The R-VISOR and GROUNDSHARK are two of the newest results of ongoing research and development.

How is Chemring planning for future threats? How adaptable are your products for today’s asymmetric conflicts?
NIITEK continues to invest in R&D to further develop GPR, as well as combine other sensors that ultimately add to a higher probability of detection and a lower false-alarm rate. The R-VISOR, a smaller GPR system adapted for small unmanned ground vehicles (UGVs), and GROUNDSHARK, a handheld detection product, are two of the newest results of that ongoing R&D.

The R-VISOR system provides a robot-mounted tele-operated detection system that can clear a path and inspect spots at stand-off distances. It’s completed testing at the US Army’s test ranges at Fort AP Hill, Virginia, and Yuma Proving Ground, Arizona, as well as against current threats in theatre, and is in operation with the Republic of Turkey’s land forces along the Turkish-Syrian border. R-VISOR is integrated on the QinetiQ TALON IV Robot but can be adapted to other unmanned ground vehicle systems.

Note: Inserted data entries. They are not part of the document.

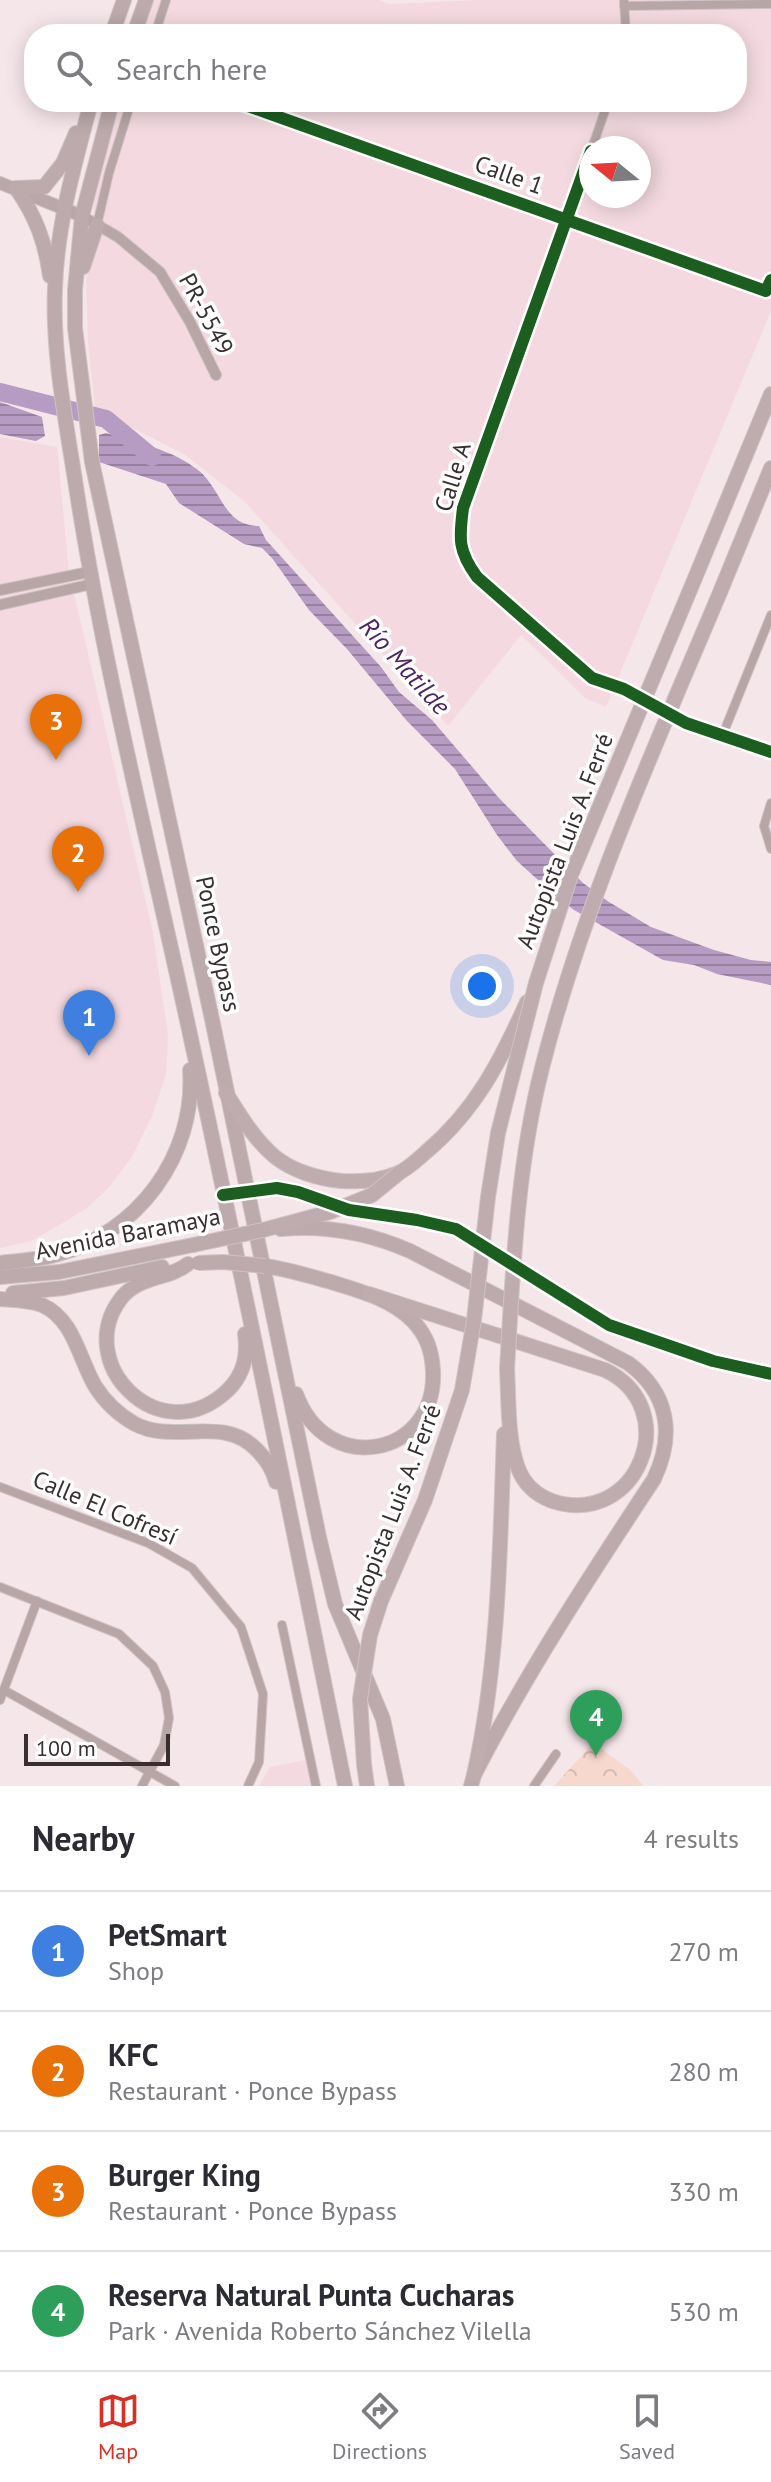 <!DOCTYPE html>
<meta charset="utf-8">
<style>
:root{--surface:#fff;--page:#f2f2f3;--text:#2b2b33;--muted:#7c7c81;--line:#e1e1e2;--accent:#d93025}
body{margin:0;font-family:"PT Sans",sans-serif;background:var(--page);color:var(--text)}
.compass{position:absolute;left:579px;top:136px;width:72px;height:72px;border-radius:50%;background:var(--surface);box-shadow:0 4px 20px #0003;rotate:288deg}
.scale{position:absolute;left:24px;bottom:20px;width:146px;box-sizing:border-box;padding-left:8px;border:4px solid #382e30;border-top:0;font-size:22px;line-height:28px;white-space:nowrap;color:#382e30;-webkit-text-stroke:6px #fff;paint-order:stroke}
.you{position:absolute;left:482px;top:986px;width:28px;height:28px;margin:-20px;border:6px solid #fff;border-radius:50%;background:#1a73e8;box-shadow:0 0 0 12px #1a73e833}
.badge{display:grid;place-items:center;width:52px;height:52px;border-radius:50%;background:var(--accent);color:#fff;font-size:26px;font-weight:700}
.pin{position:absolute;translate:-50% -66px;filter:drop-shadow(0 2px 4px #0008)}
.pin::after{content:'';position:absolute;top:42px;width:28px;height:24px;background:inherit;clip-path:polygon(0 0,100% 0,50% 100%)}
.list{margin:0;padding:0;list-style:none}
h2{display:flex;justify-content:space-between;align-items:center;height:104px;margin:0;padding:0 32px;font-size:34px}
h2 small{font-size:26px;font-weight:400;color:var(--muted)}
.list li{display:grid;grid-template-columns:52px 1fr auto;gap:24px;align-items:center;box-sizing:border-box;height:120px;padding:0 32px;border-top:2px solid var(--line)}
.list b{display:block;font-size:30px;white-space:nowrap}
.list p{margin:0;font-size:26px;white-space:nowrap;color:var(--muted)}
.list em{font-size:26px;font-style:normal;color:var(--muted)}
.icon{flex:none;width:44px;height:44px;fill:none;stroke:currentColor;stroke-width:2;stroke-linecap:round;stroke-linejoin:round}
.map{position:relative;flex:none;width:771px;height:1786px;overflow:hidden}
.search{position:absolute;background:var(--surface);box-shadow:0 4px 20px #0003;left:24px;right:24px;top:24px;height:88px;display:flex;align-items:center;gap:20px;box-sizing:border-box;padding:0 28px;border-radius:32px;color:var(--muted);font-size:30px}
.sheet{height:584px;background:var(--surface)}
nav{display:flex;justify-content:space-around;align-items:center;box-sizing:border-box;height:112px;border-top:2px solid var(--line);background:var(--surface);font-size:22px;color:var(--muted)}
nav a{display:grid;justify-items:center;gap:4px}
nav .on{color:var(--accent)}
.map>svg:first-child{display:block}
</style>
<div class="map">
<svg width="771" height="1786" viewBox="0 0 771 1786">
<defs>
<pattern id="park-crowns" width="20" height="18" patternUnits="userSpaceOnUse" patternTransform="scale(2)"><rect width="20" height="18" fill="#f7d8cc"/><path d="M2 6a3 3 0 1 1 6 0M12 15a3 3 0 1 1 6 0" fill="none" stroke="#d4bab0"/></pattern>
<pattern id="water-rules" width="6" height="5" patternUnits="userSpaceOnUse" patternTransform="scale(2)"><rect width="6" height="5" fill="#b69cc2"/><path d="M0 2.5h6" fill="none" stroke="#95809e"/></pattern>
</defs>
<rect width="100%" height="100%" fill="#f5e6ea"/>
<g fill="#f4dae0" fill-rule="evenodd">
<path d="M154 0H379L389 4 477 0H771V311L606 707 585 698 521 635 448 726 244 501 184 454 95 409 88 342 86 280 96 184 120 102H737V34H142ZM591 148H639V196H591Z"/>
<path d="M0 437 57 447 69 572 153 933 168 1035 166 1075 152 1116 132 1157 109 1187 87 1208 61 1224 31 1241 0 1248Z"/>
<path d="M306 1760 311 1786H259L270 1767Z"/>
</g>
<path fill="url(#park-crowns)" d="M593 1743 629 1769 644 1786H554Z"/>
<g fill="url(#water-rules)">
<path d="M0 402 42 417 45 436 36 441 0 434Z"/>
<path d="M106 433C136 442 173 450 198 470 222 489 223 526 259 526L266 540 381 667 399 692 432 720 498 797 583 883 609 902 651 927 714 950 751 960 771 962V985L717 974 694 965 663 960 574 910 558 898 517 861 497 835 455 769 407 721 347 649 309 610 272 558 262 548 244 544 179 503 166 484 99 462V435Z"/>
</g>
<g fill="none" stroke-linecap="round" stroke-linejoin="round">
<path stroke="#b69cc2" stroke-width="18" d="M0 392 106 419 152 457"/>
<defs>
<g id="minor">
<path d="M624 0 626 34"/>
<path d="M624 6 771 4"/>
<path d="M155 34 166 0"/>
<path d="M237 102 766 291 771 280"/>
<path d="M592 148 608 102"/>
<path d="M591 151 463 508C459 539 458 551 477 577L592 678 624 689 686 723 771 752"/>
<path d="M97 225 109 173 131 102"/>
<path d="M723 734 771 615"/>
<path d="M771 803 764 826 771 849"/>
<path d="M223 1195 277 1188 298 1192 349 1210 417 1220 456 1229 609 1325 713 1361 771 1374"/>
<path d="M0 1487 148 1543 192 1568 241 1627 263 1694 259 1762 248 1786"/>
<path d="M0 1587 119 1634 153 1666 165 1692 169 1718 164 1745 142 1786"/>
<path d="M282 1625 316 1786"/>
<path d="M4 1690 175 1786"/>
<path d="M0 1700 37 1601"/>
<path d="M534 1786 556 1754"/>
</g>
<g id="tertiary">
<path d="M82 216 118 237 160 272 190 322 216 375"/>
<path d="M0 590 89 572"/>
<path d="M0 605 92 584"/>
</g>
<path id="primary" d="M0 183 82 216"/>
<g id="trunk">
<path d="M112 34 124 0"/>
<path d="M134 34 146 0"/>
<path d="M91 102C75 163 57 224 55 288 52 356 67 426 77 493 105 672 150 849 188 1025 243 1278 294 1532 345 1786"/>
<path d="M112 102 82 216 75 290V328L92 462 213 1024 319 1537 335 1604 383 1719 397 1786"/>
<path d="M16 188 44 187 63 163 76 133"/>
<path d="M16 188C36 217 45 241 50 276"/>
<path d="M83 267 97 225"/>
<path d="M281 1229C325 1225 369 1233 410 1251L628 1363C669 1393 675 1435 654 1479 590 1576 527 1672 474 1775L471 1786"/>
<path d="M0 1263C18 1261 37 1260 55 1255 138 1234 196 1155 190 1070"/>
<path d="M188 1264C169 1279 141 1276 123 1296 69 1361 160 1455 228 1390 244 1374 248 1356 245 1334"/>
<path d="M265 1266C287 1269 309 1276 331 1282 360 1291 391 1299 413 1321 427 1336 432 1351 433 1371 437 1456 327 1479 296 1394"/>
<path d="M0 1277 59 1272 193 1245"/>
<path d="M13 1293 64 1288 162 1267"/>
<path d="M0 1299C14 1300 29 1300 42 1305 74 1319 79 1359 95 1386 105 1402 119 1415 135 1424 175 1445 223 1414 257 1450 266 1459 273 1470 276 1482"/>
</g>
<g id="motorway">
<path d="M695 578 771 394"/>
<path d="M721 590 771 468"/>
<path d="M226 1093C240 1115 254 1139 274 1156 292 1171 319 1179 342 1181 360 1182 379 1181 396 1174 407 1170 417 1160 426 1152 476 1110 501 1060 527 1002"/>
<path d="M263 1230 330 1212"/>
<path d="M369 1294 605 1370C685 1408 638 1529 552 1501 536 1495 524 1484 518 1468 507 1438 509 1401 507 1369"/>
<path d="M364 1764 367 1786"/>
<path d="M474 1775C499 1662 500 1548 504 1434"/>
</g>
</defs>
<use href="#minor" stroke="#cec3c6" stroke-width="10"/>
<use href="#tertiary" stroke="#cec3c6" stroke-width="12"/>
<use href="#primary" stroke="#cec3c6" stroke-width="14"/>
<use href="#trunk" stroke="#cec3c6" stroke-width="16"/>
<use href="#motorway" stroke="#cec3c6" stroke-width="16"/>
<use href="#minor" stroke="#b8a6a6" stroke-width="8"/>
<use href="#tertiary" stroke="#b8a6a6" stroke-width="10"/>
<use href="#primary" stroke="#baa7a9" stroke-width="12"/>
<use href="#trunk" stroke="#bcaaac" stroke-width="14"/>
<use href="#motorway" stroke="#beacae" stroke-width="14"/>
<defs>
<g id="trunk-bridge">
<path d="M193 1245 263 1230"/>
<path d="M198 1263 223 1262 265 1266"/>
</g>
<g id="motorway-bridge">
<path d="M330 1212 372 1195 399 1173"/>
<path d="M507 1369C513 1269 517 1166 542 1068 584 902 655 747 721 590"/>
<path d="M364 1764 360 1699 370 1635 381 1601 425 1500 462 1390 474 1320 488 1197 498 1133 536 983 571 875 695 578"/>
</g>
</defs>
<use href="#trunk-bridge" stroke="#cec3c6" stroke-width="16" stroke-linecap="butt"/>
<use href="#motorway-bridge" stroke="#cec3c6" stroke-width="16" stroke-linecap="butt"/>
<use href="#trunk-bridge" stroke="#bcaaac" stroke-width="14"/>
<use href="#motorway-bridge" stroke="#beacae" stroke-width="14"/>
<defs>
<g id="cycleway">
<path d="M237 102 766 291 771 280"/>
<path d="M591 151 463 508C459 539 458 551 477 577L592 678 624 689 686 723 771 752"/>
<path d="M223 1195 277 1188 298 1192 349 1210 417 1220 456 1229 609 1325 713 1361 771 1374"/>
</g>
</defs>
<use href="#cycleway" stroke="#fff" stroke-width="17"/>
<use href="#cycleway" stroke="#1b5e20" stroke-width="12"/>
</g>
<g text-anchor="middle" stroke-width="7" stroke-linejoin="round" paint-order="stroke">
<g font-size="24" fill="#382e30" stroke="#fff">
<text transform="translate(509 175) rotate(20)" y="8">Calle 1</text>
<text transform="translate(206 314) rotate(62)" y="8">PR-5549</text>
<text transform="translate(453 477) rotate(-73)" y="8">Calle A</text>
<text transform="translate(565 841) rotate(-69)" y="8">Autopista Luis A. Ferré</text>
<text transform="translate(218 944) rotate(78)" y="8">Ponce Bypass</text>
<text transform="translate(128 1234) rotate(-11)" y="8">Avenida Baramaya</text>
<text transform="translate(105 1508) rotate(23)" y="8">Calle El Cofresí</text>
<text transform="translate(393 1512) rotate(-69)" y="8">Autopista Luis A. Ferré</text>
</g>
<g font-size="26" font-style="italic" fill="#4c2464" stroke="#fff">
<text transform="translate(405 666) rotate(48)" y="9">Río Matilde</text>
</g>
</g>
</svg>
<svg class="compass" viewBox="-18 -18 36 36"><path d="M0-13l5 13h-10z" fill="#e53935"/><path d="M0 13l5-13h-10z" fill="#7c7c81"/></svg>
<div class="scale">100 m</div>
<div class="you"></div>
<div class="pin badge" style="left:89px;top:1056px;background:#3f7fe0">1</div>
<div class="pin badge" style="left:78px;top:892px;background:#e8710a">2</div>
<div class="pin badge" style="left:56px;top:760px;background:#e8710a">3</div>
<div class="pin badge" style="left:596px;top:1756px;background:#2e9e5b">4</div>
<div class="search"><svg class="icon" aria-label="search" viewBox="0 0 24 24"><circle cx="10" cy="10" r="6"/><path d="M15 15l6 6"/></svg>Search here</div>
</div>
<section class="sheet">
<h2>Nearby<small>4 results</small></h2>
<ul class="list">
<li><span class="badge" style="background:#3f7fe0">1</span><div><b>PetSmart</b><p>Shop</p></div><em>270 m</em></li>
<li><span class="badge" style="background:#e8710a">2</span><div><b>KFC</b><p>Restaurant · Ponce Bypass</p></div><em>280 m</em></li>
<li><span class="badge" style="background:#e8710a">3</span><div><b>Burger King</b><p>Restaurant · Ponce Bypass</p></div><em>330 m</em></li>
<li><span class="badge" style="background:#2e9e5b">4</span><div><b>Reserva Natural Punta Cucharas</b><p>Park · Avenida Roberto Sánchez Vilella</p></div><em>530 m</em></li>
</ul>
</section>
<nav>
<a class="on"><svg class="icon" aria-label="map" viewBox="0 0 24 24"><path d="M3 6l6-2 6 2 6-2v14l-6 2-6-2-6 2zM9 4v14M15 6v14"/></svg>Map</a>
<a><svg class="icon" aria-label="directions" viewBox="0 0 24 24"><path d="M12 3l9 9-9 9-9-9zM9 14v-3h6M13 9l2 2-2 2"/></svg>Directions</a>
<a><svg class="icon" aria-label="saved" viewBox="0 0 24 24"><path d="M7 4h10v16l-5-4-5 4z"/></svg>Saved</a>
</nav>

NIITEK’s GROUNDSHARK – a dual-sensor detection system – is already in use with the Polish Army and under evaluation by a variety of countries around the world. It can detect and discriminate a variety of threats/objects that could include buried explosive targets such as AP and AT landmines; UXO; main charges; and low-metallic, non-ferrous, non-magnetic and non-metallic objects commonly used in IEDs. The system visualises subsurface objects, and the use of multiple sensors allows an operator to better ‘see’ into the ground than a single-sensor system.

As the enemy is wily and adaptable, CSES works hard to stay ahead of today’s threats and anticipate future threats. It does so by maintaining its expert leadership in the counter-IED arena with continued investment in new technology, improvements to its product offerings, integration of multiple sensors into its products, and delivering and sustaining superior detection systems to the soldier.